How To Measure The Effectiveness Of Your PR Program
How To Measure The Effectiveness Of Your PR Program
by John J. Barr
Principal,
Cascadia Communication Associates
contact: consultjohn@dccnet.com
www.prheadquarters.com
For the first fifty years after its birth in the 1920’s, Public Relations struggled for respectability within business, government and not-for-profit organizations. The economic revolution that began to hit North American business in the early to late 1980’s turned this “struggle for respectability” into a “struggle for survival.”
The massive restructuring of business was a ruthless process of “demonstrate your central strategic value to the organization…or look somewhere else for a job.” Many in-house public relations departments were dramatically downsized. Thousands of corporate public relations people, their feeling of security and trust in the organization shattered, found themselves on the street. And the survivors steeled themselves for the challenge of demonstrating how they added value to the organization's core business.
Some PR practitioners yearn for the golden age, when crafting well-honed articles for the glossy company magazine or administer the corporate donations budget were ends in themselves. More realistic PR practitioners see in the “add value or perish” challenge, a priceless opportunity to re-focus their efforts and to start functioning as a vital strategic part of senior management.
Here are eight things that smart public relations managers and consultants have learned about the use of external measurement to demonstrate the value of their programs in this environment:
1. Use strategic public relations planning to “connect” your public relations program to your organization’s central mission. The PR group must have a well-researched and empirically-based business plan, linking every one of its activities to the support of the organization’s key business goals. This forces you to be a leader – to sail close to the wind, to understand the vital mission of the larger organization, and to craft creative communications and relationship-building strategies to help the organization get there. After all, if your activities and dollars aren’t being spent to tangibly advance the organization’s goals, why are you doing them?
2. Ensure that every program has a clear business objective. You can’t measure the effectiveness of something which has no clear purpose. Ruthlessly evaluate your present programs and ensure that they have goals, clear ones that can be tested. If they don’t, either set clear goals for them or get rid of the activity. In this process you’ll often find activities whose purpose is rooted in some executive whim of yesteryear, or which came into being to remedy some problem which no longer exists. This problem is particularly acute in governments, where public relations managers must constantly struggle against the pressures of politicization.
3. Ensure that every objective is measurable. The key test is: if your program succeeds (or fails), how will you know it? If you can’t answer that question, your objective isn’t measurable. This discipline will force you to set objectives which aim at tangible changes like:
How your organization is regarded by particular groups like employees, investors, or regulators; or,
Achievement of a desired government policy or regulatory ruling.
How far you push in this direction, obviously, is a matter of practical judgment.
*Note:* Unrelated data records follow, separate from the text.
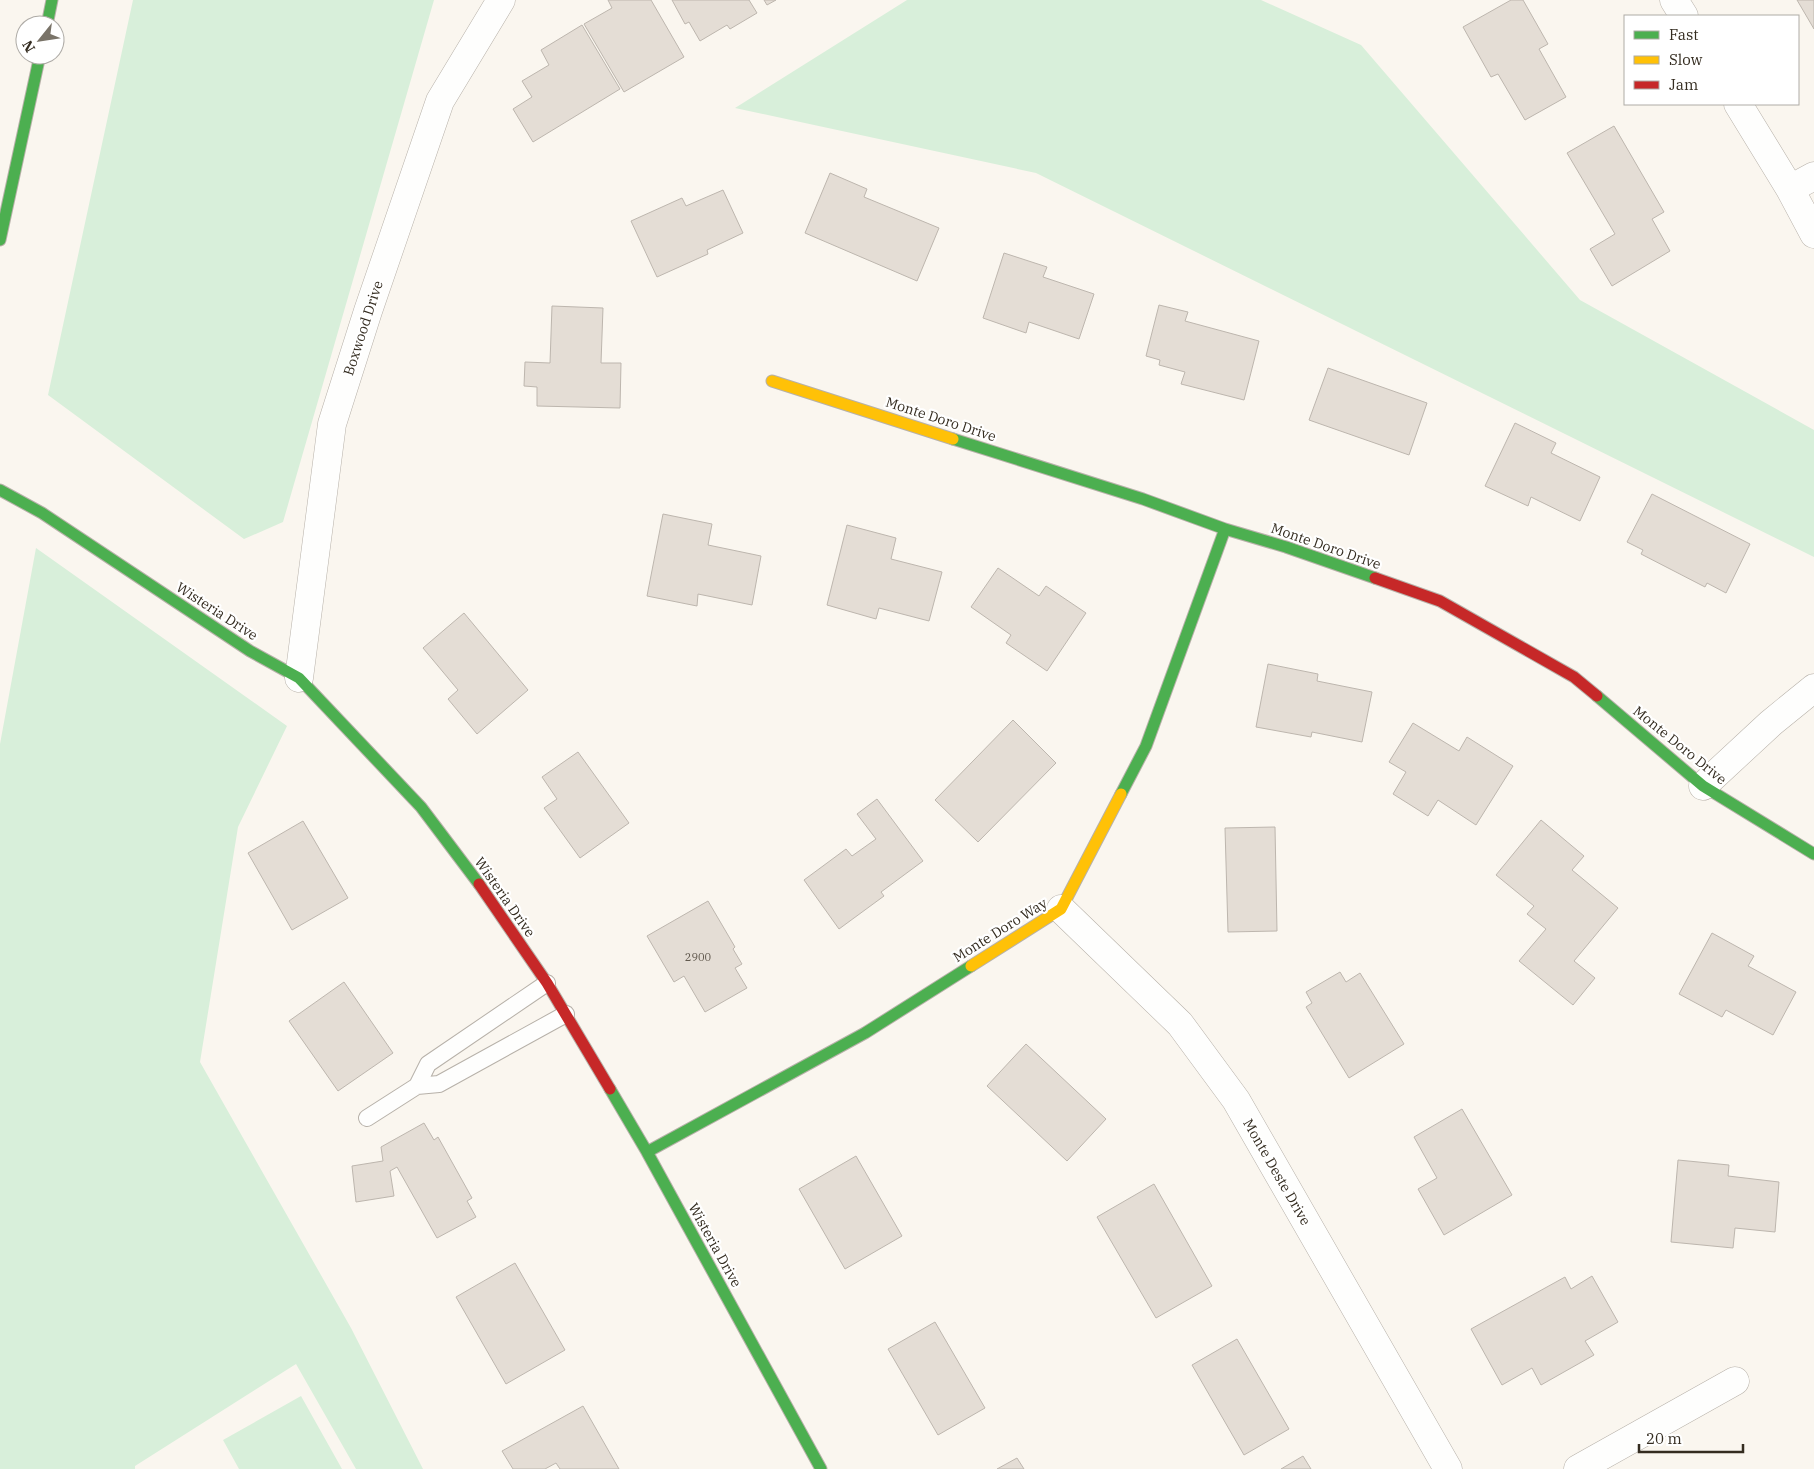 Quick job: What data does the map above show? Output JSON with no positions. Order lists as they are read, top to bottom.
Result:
{
  "streets": {
    "main road": ["Monte Doro Drive", "Wisteria Drive", "Monte Doro Way"],
    "street": ["Boxwood Drive", "Monte Deste Drive"]
  },
  "crossings": [
    ["Boxwood Drive", "Wisteria Drive"],
    ["Monte Doro Drive", "Monte Doro Way"],
    ["Wisteria Drive", "Monte Doro Way"],
    ["Monte Doro Way", "Monte Deste Drive"]
  ],
  "house_numbers": ["2900"],
  "legend": ["Fast", "Slow", "Jam"],
  "scale_bar": "20 m",
  "north": "bottom left"
} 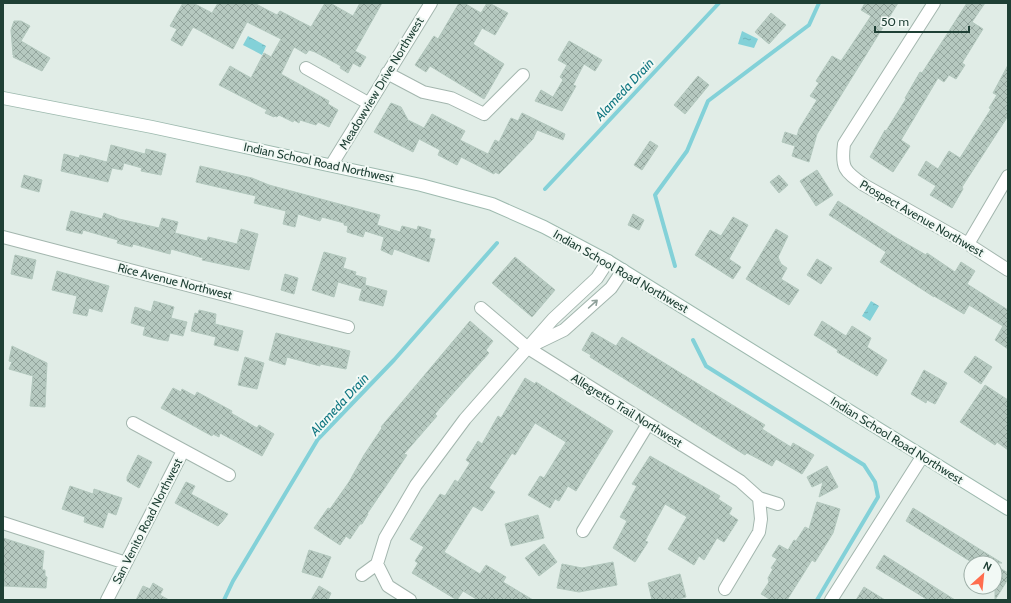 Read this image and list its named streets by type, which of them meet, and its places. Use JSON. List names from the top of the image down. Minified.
{"streets":{"street":["Meadowview Drive Northwest","Indian School Road Northwest","Prospect Avenue Northwest","Rice Avenue Northwest","Allegretto Trail Northwest","San Venito Road Northwest"]},"crossings":[["Meadowview Drive Northwest","Indian School Road Northwest"]],"water":["Alameda Drain"],"scale_bar":"50 m","north":"top right"} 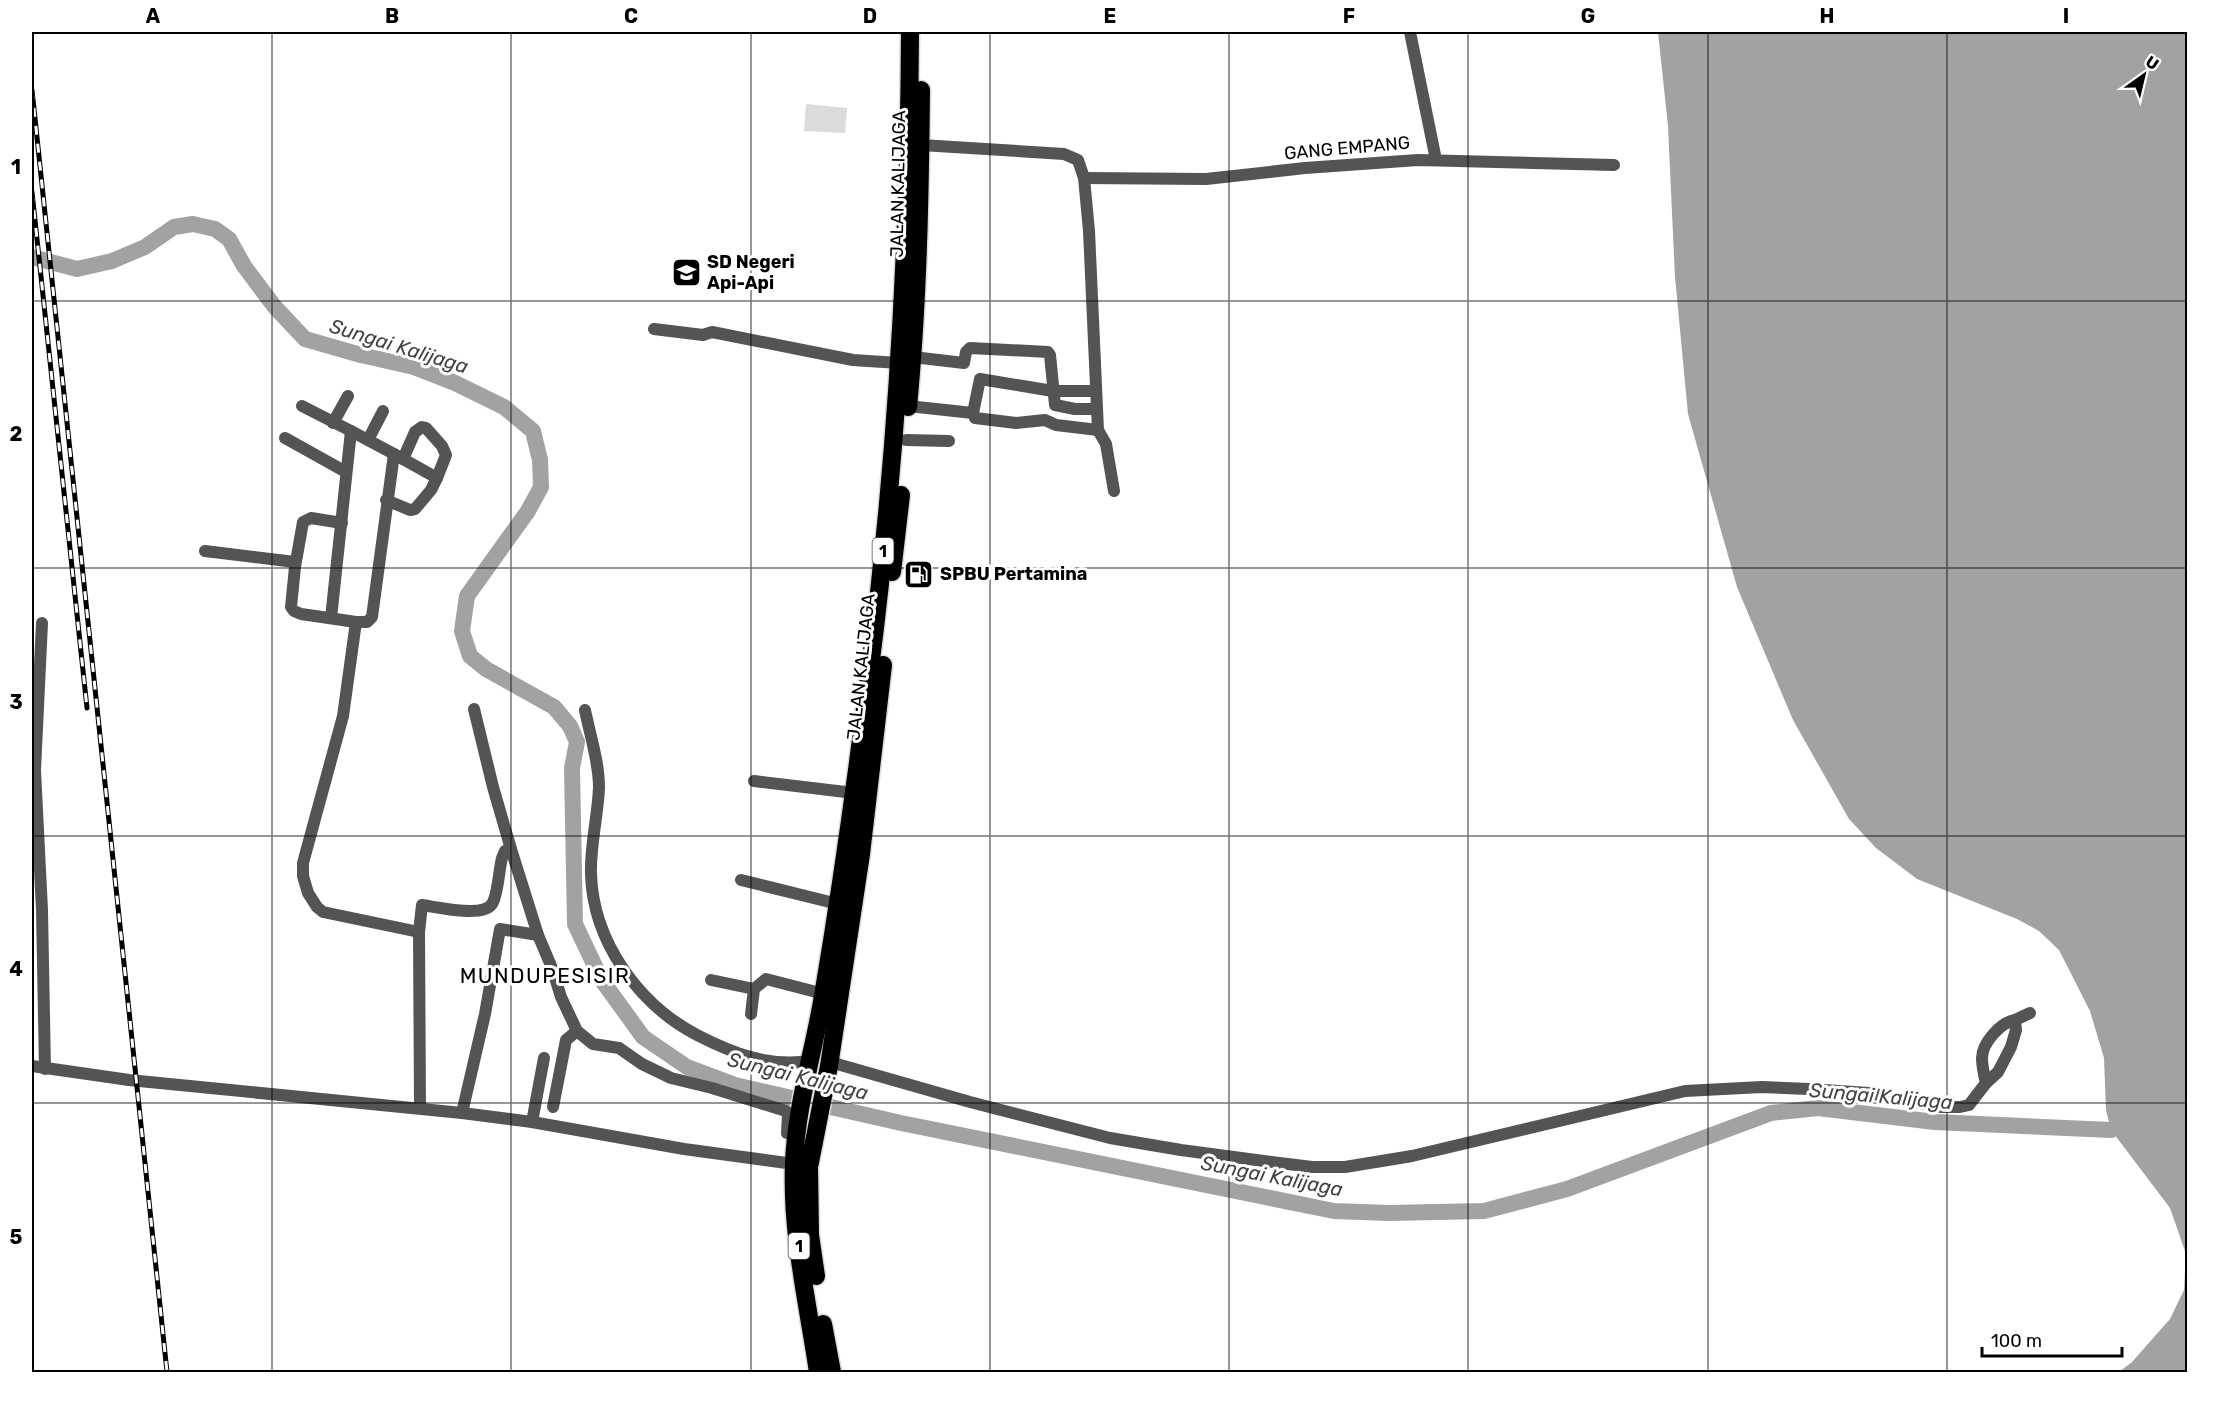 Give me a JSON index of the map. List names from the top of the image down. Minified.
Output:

If executive management wants to see major shifts in public opinion, for example, it will be up to you to recommend a strategy to get there, and that strategy may be multi-year and composed of layered goals. Just ensure that each is measurable so you’ll know whether you’re making headway or not.
4. Commit to measurement as part of your planning cycle. Get in the measurement habit by baking it into every program you run. Ideally, measure in the second quarter, since you set next year’s budget parameters in the third.
5. Remember the old carpenter’s adage: measure twice, cut once. If measurement shows you’re not reaching your objective, carefully examine why. Was the objective attainable in the first place? Did you have sufficient resources? Did other factors intervene to change public opinion despite your best efforts? If you’re in doubt, use a different measurement tool to test your theory.
Here’s an example. Let’s say you launched a campaign to build employee support for a new benefits plan, but an employee opinion poll shows that employees are less supportive now than when you started. You conduct focus groups to find out why. You learn that rumors of a company restructuring (which management hasn’t responded to adequately) have “poisoned the well”: employees are suddenly suspicious that a new benefits plan is the precursor to income cutbacks.
6. Select the right measurement tool for the purpose. There’s a measurement technique for virtually every purpose. Consider one or more of these:
Formal polling. Smart polling now has many ways of detecting even subtle changes in opinion and perception, and the best pollsters are very adept at probing beneath people’s surface opinions to detect not just what they’re really feeling, but why.
Focus groups. A focus group can be convened relatively quickly and can be a useful device for at least establishing the most common grass-roots opinions (for example, towards a new product, or a corporate logo). The opinions of focus groups are not statistically projectible so beware of treating them as a reflection of “public opinion”; remember their limitations when considering their input, and always ensure that the focus group itself is planned and managed by competent researchers who know how to recruit group members and how to manage the discussion fairly and dispassionately.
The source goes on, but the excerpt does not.